Records provided:
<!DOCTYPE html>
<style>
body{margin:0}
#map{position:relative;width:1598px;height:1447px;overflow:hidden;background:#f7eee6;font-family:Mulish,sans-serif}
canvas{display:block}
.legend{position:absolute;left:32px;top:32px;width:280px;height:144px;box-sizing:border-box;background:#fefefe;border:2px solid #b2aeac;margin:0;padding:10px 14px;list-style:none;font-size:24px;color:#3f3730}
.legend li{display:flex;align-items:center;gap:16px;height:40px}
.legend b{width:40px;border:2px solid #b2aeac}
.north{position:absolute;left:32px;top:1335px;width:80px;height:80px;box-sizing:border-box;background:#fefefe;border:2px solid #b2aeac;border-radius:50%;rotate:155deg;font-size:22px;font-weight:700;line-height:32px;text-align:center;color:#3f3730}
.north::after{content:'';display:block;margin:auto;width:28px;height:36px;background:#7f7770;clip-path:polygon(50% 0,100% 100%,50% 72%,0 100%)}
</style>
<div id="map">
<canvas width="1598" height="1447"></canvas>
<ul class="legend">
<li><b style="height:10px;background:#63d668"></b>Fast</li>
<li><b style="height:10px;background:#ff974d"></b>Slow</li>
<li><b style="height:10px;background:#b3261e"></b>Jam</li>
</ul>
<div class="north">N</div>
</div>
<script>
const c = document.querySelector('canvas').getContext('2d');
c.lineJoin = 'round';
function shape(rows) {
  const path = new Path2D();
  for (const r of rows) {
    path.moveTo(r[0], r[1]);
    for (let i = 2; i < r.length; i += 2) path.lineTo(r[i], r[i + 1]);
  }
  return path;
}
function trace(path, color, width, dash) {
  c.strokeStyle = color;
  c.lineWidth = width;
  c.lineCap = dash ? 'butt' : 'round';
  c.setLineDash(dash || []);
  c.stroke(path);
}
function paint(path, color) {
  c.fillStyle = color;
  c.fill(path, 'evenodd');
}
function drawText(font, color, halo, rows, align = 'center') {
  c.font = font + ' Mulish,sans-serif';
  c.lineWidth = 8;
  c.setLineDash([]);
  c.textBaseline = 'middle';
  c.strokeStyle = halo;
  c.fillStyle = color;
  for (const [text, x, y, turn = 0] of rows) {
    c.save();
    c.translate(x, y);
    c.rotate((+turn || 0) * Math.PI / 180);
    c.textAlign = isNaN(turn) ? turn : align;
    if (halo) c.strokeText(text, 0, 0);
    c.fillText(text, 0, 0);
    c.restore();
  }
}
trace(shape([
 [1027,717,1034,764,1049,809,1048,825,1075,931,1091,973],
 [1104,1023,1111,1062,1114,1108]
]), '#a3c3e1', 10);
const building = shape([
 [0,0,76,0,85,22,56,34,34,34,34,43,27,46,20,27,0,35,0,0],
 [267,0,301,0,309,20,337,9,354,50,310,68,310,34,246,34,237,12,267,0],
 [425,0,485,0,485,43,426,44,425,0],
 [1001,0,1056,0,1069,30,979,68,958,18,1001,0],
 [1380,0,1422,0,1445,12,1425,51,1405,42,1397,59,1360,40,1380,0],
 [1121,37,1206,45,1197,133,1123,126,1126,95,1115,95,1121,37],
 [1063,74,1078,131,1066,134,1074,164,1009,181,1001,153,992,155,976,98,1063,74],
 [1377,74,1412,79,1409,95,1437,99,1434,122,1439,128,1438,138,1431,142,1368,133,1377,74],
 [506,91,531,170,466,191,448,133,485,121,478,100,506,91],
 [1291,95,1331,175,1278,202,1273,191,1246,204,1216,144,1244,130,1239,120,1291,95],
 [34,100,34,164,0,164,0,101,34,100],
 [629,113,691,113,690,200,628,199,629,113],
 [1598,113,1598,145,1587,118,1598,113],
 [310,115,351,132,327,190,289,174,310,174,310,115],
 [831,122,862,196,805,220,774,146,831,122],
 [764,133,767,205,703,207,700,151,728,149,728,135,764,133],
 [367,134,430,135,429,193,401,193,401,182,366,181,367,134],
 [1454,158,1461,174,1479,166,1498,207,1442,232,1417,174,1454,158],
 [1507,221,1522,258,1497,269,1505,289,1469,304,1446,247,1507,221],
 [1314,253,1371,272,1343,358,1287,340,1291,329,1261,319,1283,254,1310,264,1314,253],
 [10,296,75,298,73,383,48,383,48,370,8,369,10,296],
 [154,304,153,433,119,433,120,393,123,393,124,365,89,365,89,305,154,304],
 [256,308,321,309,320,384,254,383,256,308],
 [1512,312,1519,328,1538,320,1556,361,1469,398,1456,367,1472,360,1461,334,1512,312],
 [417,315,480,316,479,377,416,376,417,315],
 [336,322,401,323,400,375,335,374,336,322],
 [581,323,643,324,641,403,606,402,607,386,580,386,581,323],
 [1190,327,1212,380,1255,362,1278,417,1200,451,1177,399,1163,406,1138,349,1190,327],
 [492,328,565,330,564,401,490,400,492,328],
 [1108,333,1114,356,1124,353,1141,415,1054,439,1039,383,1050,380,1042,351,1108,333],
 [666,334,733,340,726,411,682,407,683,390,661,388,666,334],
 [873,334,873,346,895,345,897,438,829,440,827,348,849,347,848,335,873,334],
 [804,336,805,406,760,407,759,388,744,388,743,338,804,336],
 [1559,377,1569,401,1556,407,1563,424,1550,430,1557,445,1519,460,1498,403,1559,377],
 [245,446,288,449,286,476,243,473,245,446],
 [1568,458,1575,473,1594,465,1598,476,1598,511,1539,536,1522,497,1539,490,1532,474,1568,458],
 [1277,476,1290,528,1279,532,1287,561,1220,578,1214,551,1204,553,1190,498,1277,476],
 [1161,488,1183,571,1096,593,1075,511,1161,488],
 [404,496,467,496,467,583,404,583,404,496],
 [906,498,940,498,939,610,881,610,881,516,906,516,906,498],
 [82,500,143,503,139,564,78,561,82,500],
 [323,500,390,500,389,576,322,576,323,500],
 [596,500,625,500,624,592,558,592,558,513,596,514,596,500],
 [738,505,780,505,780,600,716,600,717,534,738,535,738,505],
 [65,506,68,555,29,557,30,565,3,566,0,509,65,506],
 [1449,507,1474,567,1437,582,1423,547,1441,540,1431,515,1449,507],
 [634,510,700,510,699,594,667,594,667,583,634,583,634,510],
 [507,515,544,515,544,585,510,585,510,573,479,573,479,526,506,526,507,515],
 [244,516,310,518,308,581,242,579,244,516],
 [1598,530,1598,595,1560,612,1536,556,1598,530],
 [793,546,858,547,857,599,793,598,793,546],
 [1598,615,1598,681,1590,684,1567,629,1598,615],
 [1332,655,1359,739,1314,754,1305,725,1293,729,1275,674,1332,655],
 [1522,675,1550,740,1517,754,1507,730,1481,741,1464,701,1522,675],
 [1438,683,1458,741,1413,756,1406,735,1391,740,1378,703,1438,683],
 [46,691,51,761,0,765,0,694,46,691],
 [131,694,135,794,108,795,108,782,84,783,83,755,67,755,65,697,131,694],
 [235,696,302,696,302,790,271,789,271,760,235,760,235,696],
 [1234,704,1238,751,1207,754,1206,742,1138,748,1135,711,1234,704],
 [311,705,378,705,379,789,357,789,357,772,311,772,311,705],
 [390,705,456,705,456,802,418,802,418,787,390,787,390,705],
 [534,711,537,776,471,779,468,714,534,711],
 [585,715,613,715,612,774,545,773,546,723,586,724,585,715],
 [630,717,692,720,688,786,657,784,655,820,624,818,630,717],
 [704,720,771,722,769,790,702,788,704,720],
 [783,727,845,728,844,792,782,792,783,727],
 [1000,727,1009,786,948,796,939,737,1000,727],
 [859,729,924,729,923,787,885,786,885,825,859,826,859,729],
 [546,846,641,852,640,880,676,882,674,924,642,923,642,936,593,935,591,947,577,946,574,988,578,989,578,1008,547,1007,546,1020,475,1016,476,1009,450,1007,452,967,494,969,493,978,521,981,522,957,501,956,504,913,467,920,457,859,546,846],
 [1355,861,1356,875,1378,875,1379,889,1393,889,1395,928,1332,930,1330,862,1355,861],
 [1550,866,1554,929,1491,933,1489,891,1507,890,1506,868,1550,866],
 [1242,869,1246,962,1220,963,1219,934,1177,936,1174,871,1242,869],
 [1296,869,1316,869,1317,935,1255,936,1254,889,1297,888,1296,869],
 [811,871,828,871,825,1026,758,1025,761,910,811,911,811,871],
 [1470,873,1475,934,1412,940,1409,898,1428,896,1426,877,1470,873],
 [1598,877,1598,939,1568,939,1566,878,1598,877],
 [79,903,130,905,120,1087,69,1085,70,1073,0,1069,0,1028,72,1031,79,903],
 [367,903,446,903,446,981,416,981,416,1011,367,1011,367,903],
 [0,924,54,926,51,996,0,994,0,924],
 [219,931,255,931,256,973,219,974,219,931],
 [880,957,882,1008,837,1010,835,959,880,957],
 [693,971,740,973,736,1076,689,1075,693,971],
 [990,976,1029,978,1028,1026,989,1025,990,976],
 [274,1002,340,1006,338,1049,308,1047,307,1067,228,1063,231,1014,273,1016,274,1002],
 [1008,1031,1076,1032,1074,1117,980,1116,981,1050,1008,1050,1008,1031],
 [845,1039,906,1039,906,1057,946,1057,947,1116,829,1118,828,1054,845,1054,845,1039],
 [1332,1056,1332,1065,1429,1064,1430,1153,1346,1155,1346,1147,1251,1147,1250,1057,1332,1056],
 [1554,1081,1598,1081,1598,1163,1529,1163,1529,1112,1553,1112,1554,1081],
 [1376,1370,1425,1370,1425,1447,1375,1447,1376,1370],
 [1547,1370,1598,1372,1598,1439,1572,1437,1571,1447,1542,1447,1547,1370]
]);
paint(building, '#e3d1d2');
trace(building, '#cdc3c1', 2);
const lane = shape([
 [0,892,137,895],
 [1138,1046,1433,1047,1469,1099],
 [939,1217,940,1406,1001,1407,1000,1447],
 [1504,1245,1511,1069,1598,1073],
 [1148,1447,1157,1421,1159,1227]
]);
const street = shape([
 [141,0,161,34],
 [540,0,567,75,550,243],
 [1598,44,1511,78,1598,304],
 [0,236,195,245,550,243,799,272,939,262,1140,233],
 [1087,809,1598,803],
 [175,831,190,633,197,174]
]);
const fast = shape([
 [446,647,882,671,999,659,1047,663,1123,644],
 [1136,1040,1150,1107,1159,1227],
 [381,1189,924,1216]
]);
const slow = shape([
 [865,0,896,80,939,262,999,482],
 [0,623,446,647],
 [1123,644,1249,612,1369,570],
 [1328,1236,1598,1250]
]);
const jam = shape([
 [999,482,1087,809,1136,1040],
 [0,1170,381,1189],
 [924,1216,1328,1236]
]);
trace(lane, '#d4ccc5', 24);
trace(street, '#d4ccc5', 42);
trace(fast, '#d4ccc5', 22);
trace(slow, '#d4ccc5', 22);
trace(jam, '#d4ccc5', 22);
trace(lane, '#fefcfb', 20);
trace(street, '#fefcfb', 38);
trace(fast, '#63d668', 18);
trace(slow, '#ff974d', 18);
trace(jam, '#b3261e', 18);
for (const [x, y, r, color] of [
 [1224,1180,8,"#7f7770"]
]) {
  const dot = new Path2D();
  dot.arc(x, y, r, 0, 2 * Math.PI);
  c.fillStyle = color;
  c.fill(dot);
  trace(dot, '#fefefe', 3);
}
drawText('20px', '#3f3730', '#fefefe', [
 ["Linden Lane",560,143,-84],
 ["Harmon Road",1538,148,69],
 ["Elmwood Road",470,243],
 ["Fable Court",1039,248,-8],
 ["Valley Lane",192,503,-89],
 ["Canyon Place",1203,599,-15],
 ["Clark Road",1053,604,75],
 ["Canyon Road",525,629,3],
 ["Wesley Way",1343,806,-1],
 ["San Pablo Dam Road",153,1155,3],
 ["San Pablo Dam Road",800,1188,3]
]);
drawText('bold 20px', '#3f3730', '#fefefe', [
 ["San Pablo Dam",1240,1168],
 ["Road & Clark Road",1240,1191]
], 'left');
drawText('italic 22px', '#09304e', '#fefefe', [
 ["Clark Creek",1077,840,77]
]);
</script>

Goal of the exercise:
A bare number is required: the count of lines above with the string "Pablo".

Finished task:
3